(Problem statement): Go through the records and count the lines where the string "Highland" occurs. Reply with the number only.
[[ Records provided open ]]
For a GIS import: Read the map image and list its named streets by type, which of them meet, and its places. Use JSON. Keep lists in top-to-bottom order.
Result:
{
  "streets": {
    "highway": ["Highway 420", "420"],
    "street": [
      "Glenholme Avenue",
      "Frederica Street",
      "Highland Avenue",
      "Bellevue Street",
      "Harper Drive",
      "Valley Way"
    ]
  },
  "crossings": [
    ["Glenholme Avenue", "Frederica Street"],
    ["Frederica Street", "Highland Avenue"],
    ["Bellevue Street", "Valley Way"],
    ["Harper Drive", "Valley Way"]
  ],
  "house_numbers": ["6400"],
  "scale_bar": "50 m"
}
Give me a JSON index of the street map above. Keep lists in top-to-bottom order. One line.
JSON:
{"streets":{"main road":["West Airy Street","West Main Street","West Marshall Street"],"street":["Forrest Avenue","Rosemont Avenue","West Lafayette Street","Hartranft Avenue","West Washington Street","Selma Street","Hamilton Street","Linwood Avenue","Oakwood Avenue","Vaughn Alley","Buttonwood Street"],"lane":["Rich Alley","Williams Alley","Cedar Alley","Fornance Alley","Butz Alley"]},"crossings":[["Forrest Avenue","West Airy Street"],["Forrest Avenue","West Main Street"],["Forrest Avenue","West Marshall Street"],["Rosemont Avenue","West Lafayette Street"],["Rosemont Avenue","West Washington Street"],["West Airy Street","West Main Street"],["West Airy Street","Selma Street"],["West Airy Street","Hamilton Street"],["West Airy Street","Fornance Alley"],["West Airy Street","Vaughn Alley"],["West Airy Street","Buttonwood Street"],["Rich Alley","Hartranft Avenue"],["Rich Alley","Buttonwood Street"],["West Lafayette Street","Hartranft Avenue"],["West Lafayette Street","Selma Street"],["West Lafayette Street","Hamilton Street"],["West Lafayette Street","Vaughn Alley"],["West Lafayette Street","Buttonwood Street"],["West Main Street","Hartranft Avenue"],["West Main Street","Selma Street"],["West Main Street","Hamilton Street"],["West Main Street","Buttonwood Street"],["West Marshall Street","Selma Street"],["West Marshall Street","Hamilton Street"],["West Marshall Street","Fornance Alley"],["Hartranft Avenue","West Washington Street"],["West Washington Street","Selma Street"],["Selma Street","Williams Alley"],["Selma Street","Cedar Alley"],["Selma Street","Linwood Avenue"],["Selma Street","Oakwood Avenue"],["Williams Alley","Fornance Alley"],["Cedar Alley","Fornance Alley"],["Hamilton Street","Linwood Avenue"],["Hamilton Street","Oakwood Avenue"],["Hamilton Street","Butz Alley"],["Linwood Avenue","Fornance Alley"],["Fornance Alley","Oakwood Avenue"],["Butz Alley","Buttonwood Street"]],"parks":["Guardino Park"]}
[[ Records provided closed ]]
(Solution for this task): 2